There is no point getting involved in debate as to whether authority came before property or the other way round. The present state of Sociology does not allow us to settle the matter absolutely, but it seems clear that economic, political, religious and moral powers have been closely linked from the very beginning. In any case, the role of political power cannot be limited to its merely being the tool of economic might powers. In that way analysis of the phenomenon of capitalism was not accompanied by adequate analysis of the phenomenon of the State, because people were concentrating on a very limited part of history and only the anarchist theoreticians, especially Bakunin and Kropotkin, strove to give its full importance to a phenomenon which too often was limited to the State of the period of capitalism's rise.

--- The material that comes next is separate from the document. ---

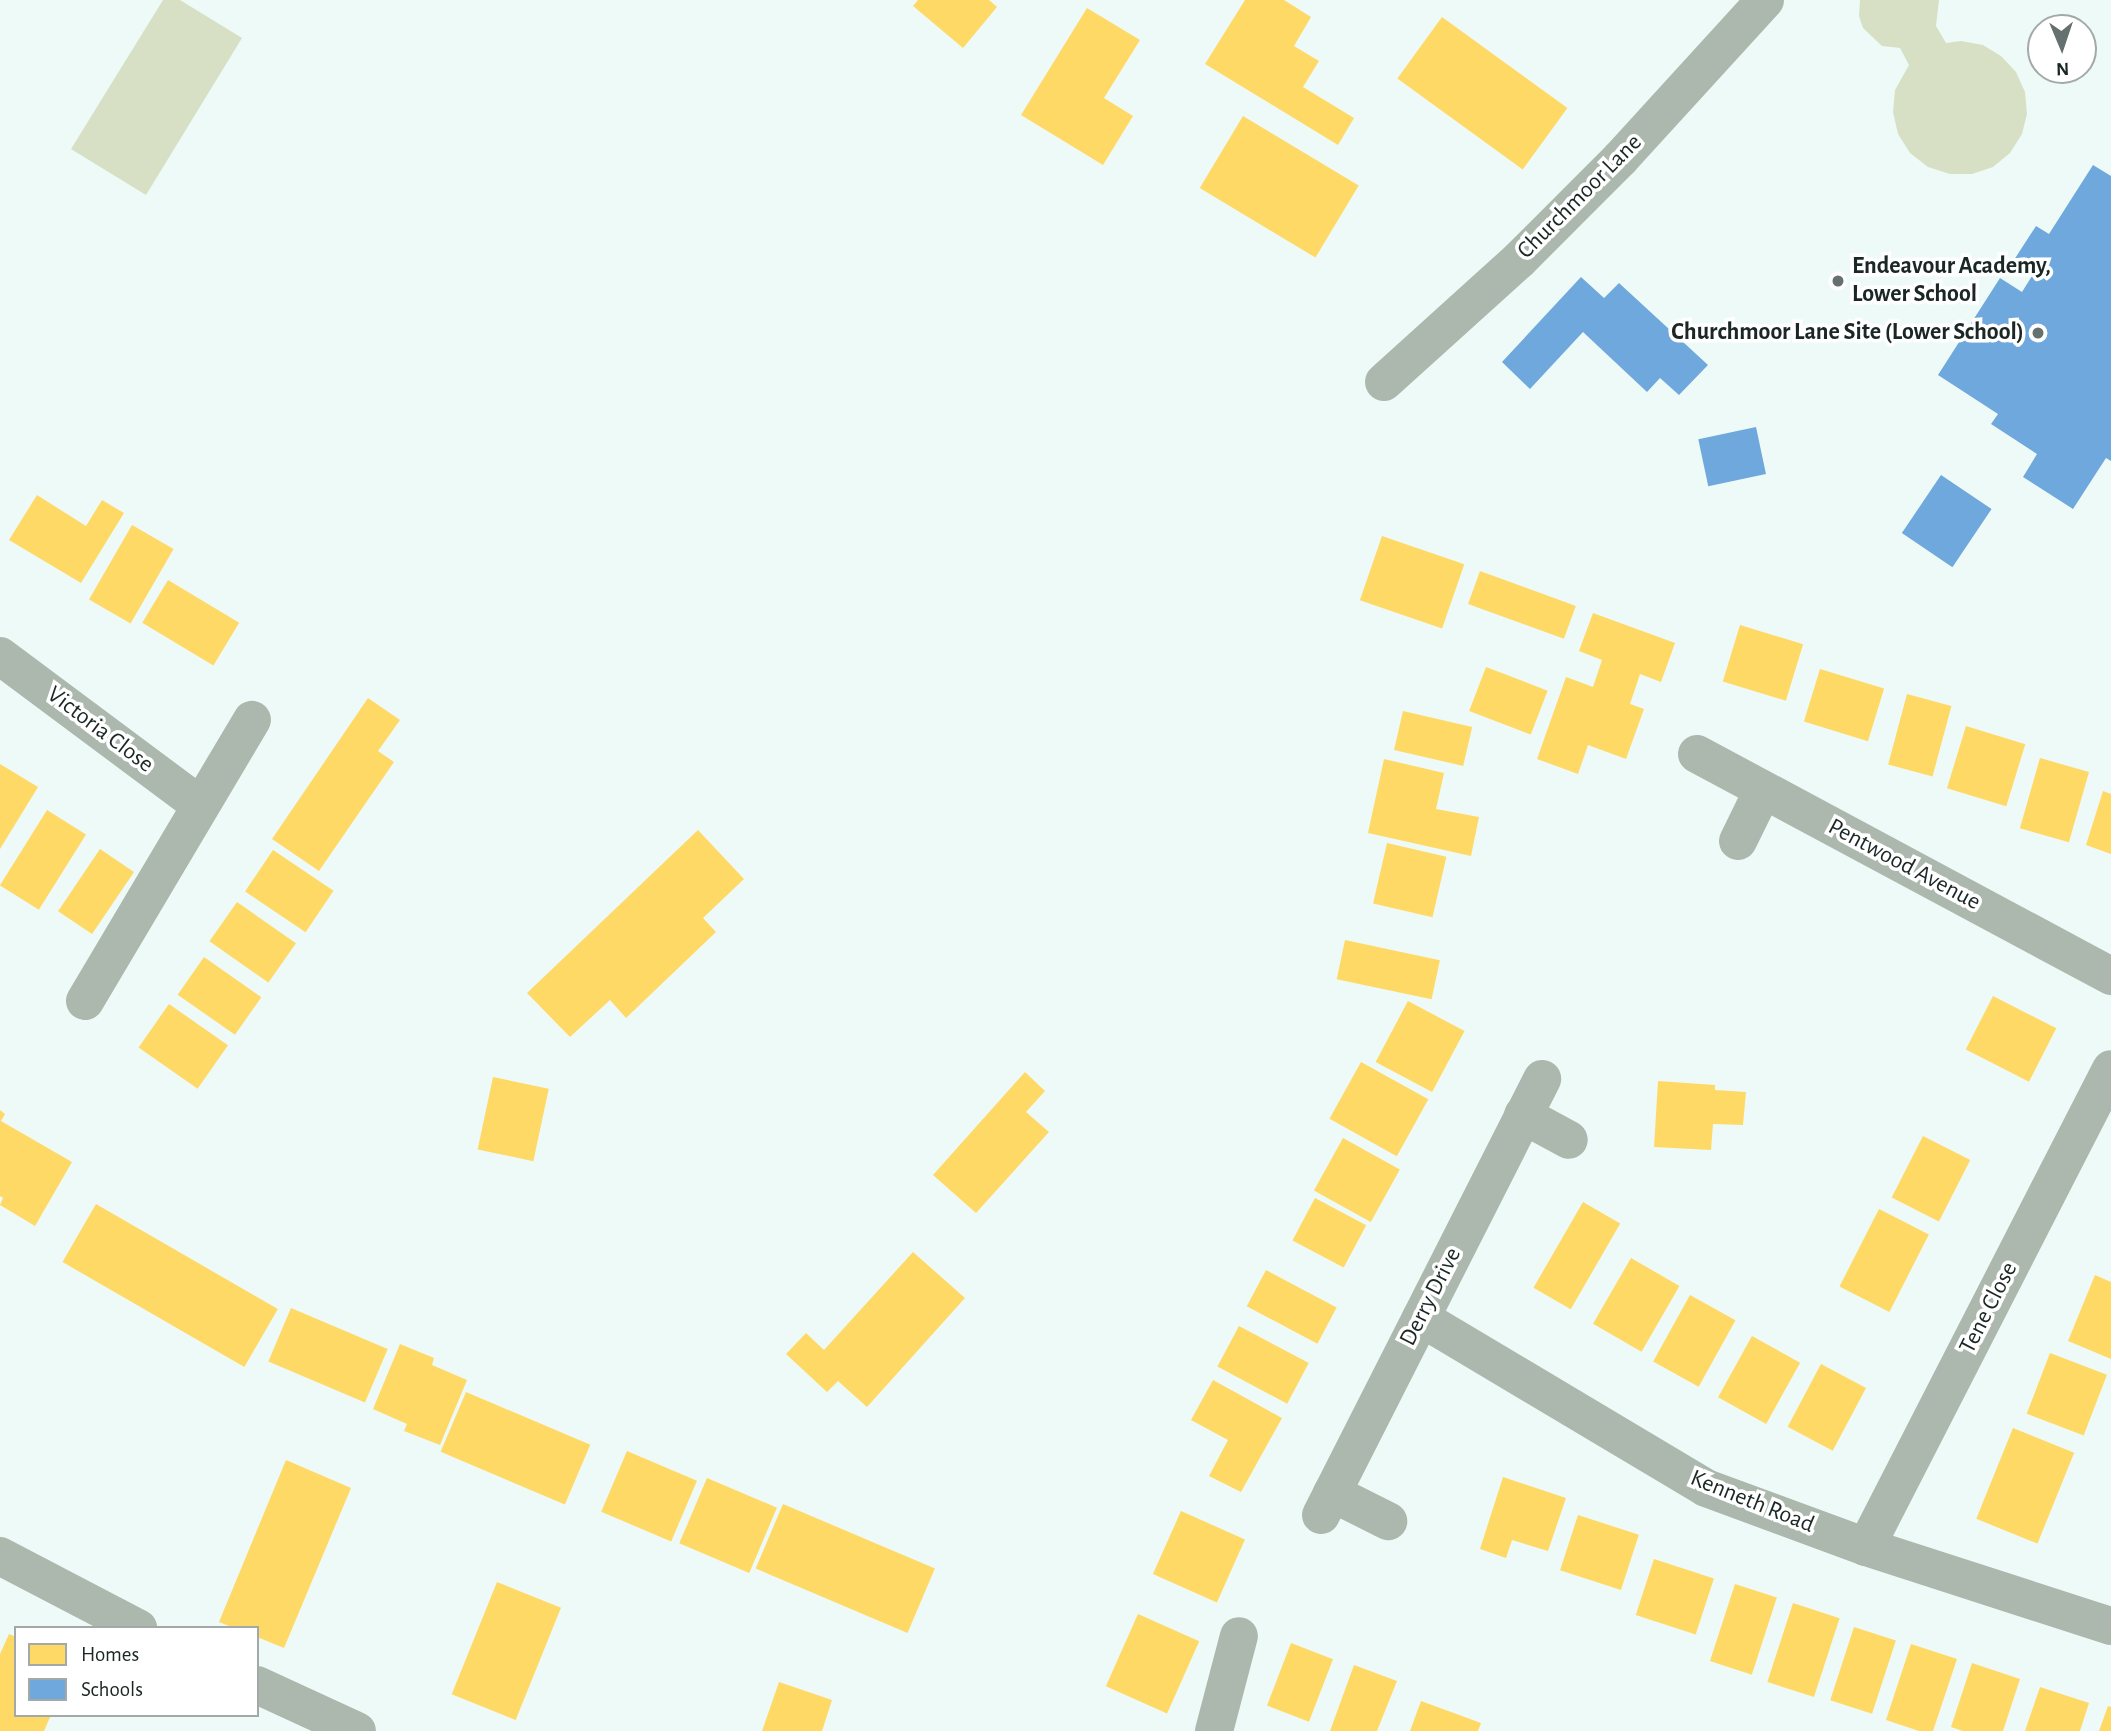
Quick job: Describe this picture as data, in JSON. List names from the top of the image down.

Today the evolution of capitalism, passing from classical capitalism to monopoly capitalism, then to directed and to State capitalism, is giving rise to new social forms which the summary analyses of the State can no longer account for.

What is Capitalism?
(a) It is a society of rival classes where the exploiting class owns and controls the means of production.

(b) In capitalist society all goods - including the power of waged labour - are commodities.

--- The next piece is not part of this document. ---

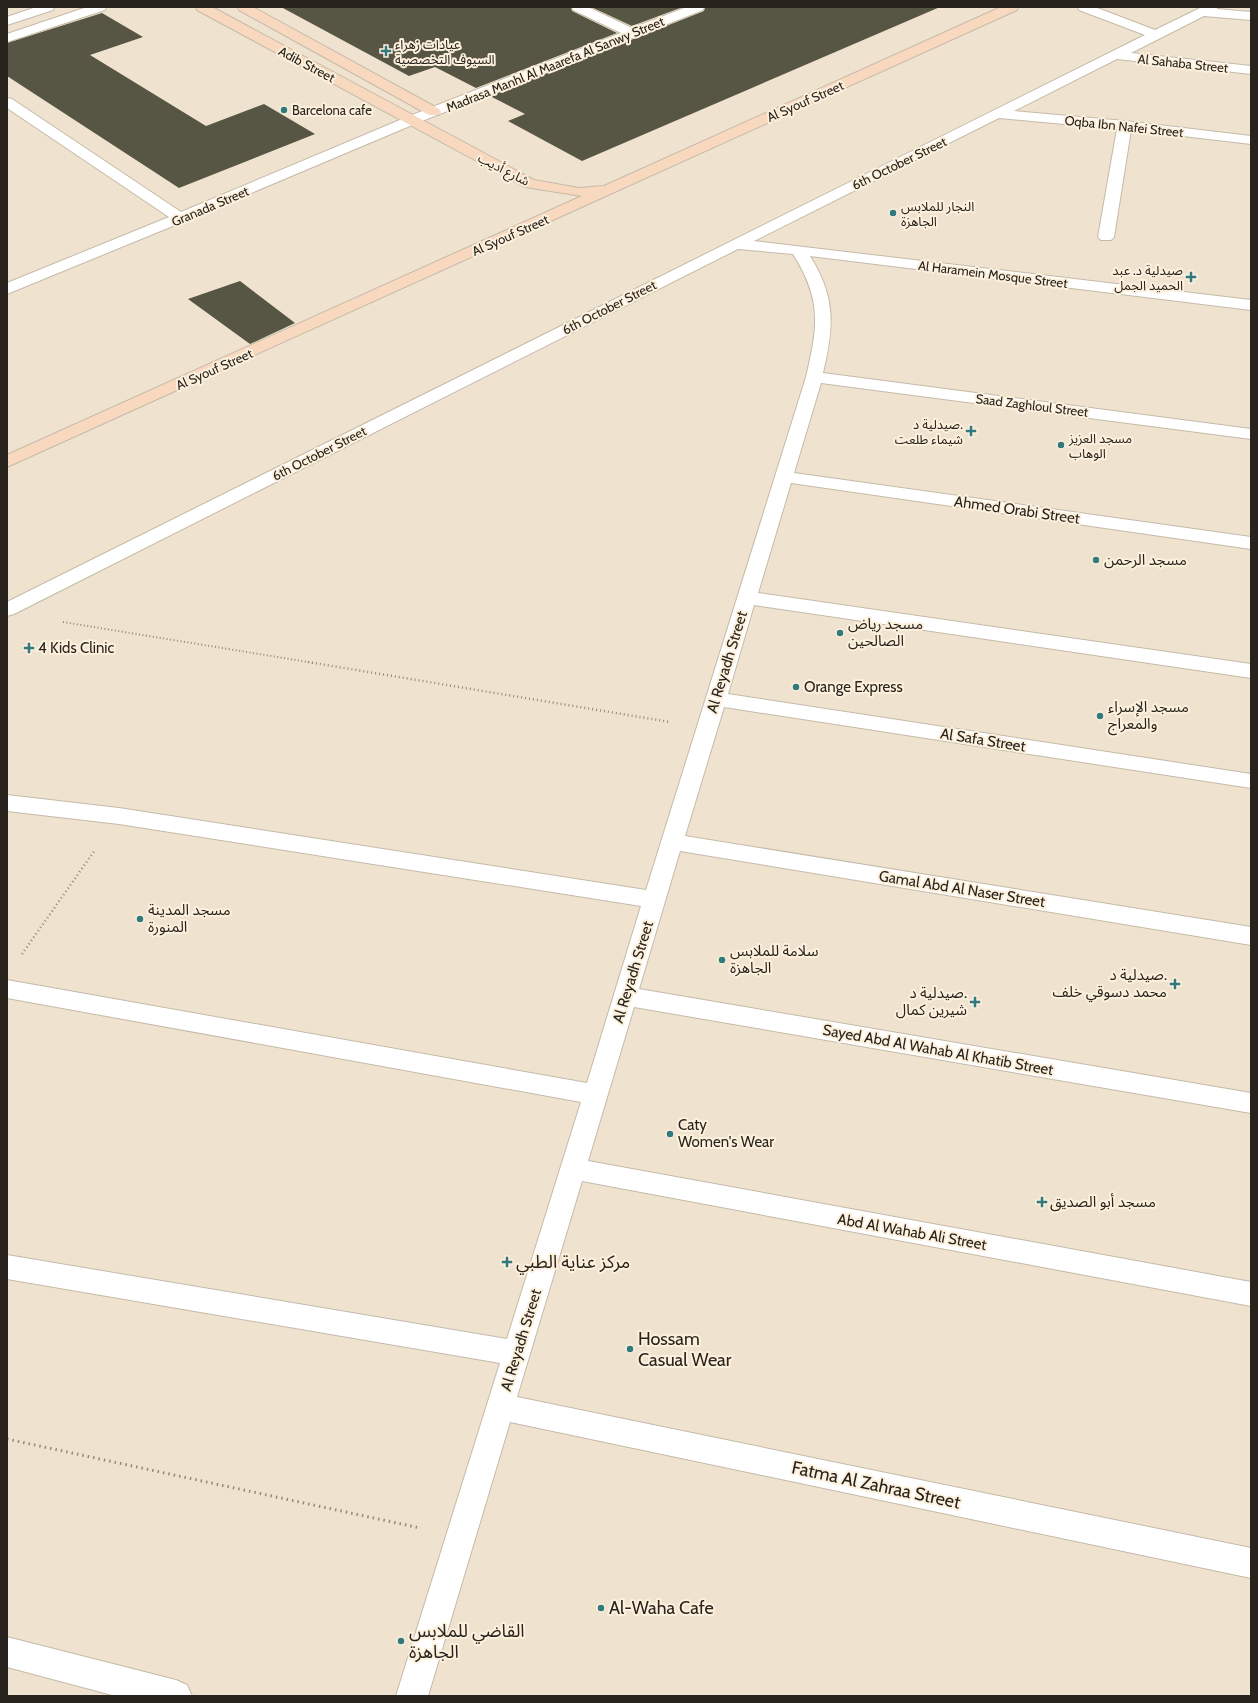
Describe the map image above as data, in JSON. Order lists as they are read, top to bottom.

(c) The supreme love of capitalism, the motive for the production of goods, is not peoples needs but the increasing of profit, that is the surplus produced by workers, the extra to what is absolutely necessary for them to stay alive.

This surplus is also called plus-value.

(d) Increase in the productivity of labour is not followed by the valorisation of capital which is limited (under-consumption). This contradiction, which is expressed by the 'tendency to fall of the rate of profit', creates periodic crises which lead the owners of capital to all sorts of carry-ons: cut-backs in production, destruction of produce, unemployment, wars and so on.

Capitalism Has Evolved:
(1) Pre-capitalist era: from the end of the Middle Ages the merchant and banking bourgeoisie develops within the feudal economy.

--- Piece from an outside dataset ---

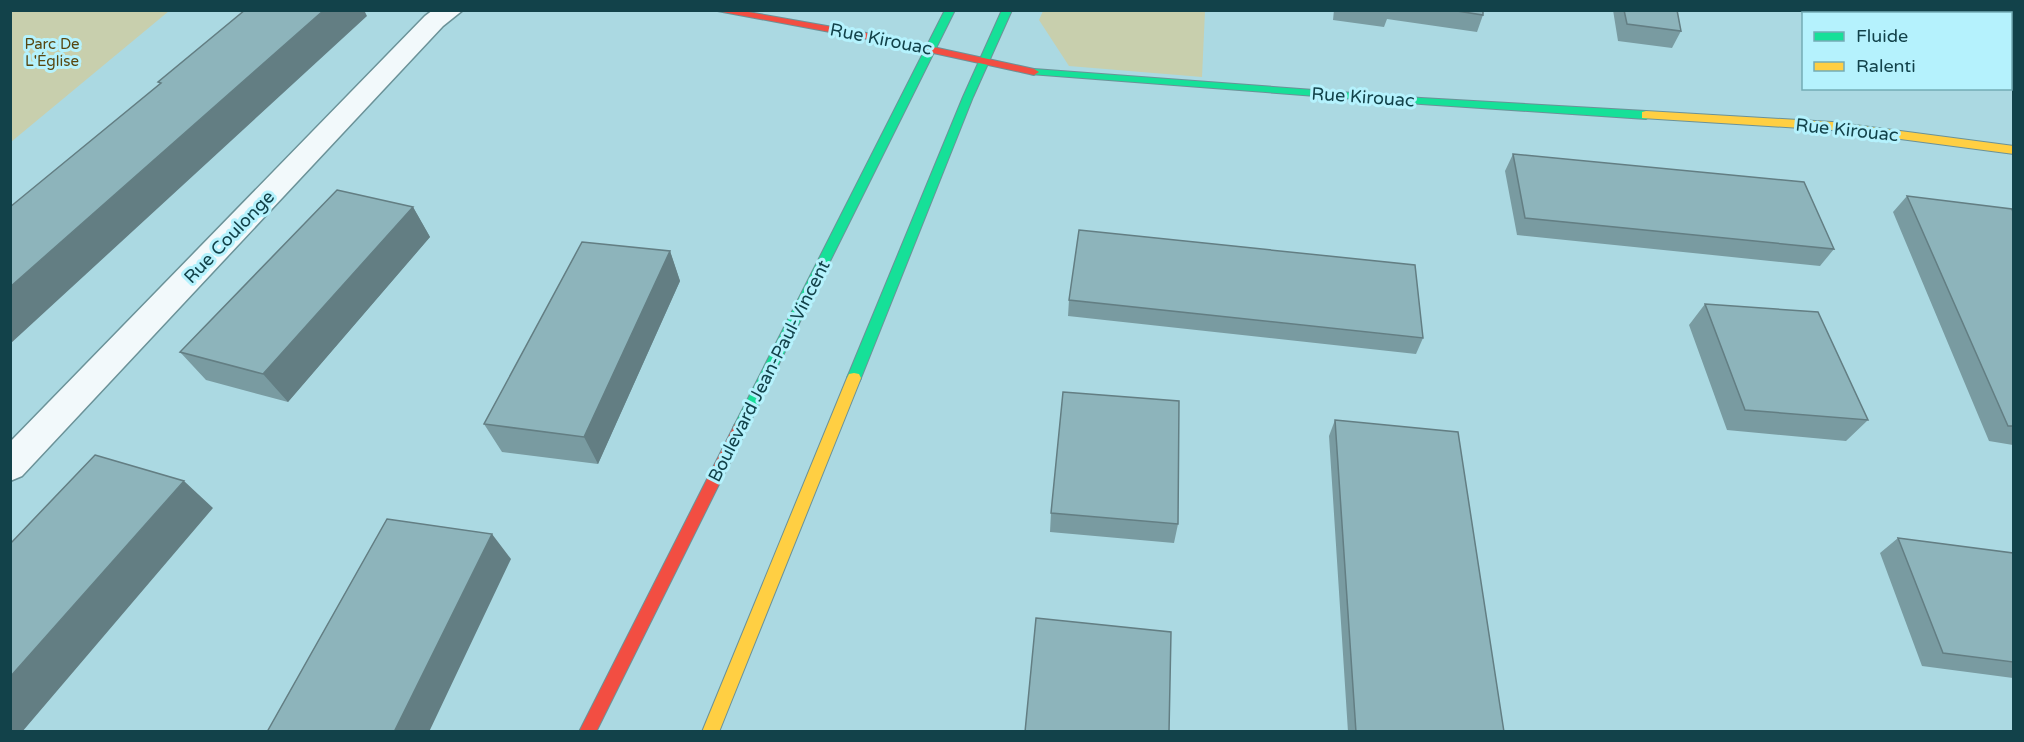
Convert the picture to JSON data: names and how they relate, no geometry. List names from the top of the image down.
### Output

(2) Classical or Liberalist or Private Capitalism: individualism of the owners of capital, competition and expansion (after the early accumulation of capital, by dispossession, pillage, ruin of the peasant population etc. the capitalism which has established itself in Western Europe has a world to conquer, enormous sources of wealth and markets which appear to be vast).

The bourgeois revolutions, by getting rid of feudal restraints, help the new system to develop.

It is industrialisation and technical progress which have been the basis for the existence of the capitalist mode of production and for the transition from the mercantile bourgeoisie of the 15th, 16th and 17th Centuries to the industrialist capitalist bourgeoisie. They continue to develop.

Throughout this period crises are infrequent and not too serious. The state plays a background role as competition gets rid of the weak - it is the free play of the system. It is the time of gas and coal in the technical sphere; of property, the individual boss, competition and free trade in the economic; parliamentarianism in the political; total exploitation and the most dreadful poverty of the wage-earners in the social.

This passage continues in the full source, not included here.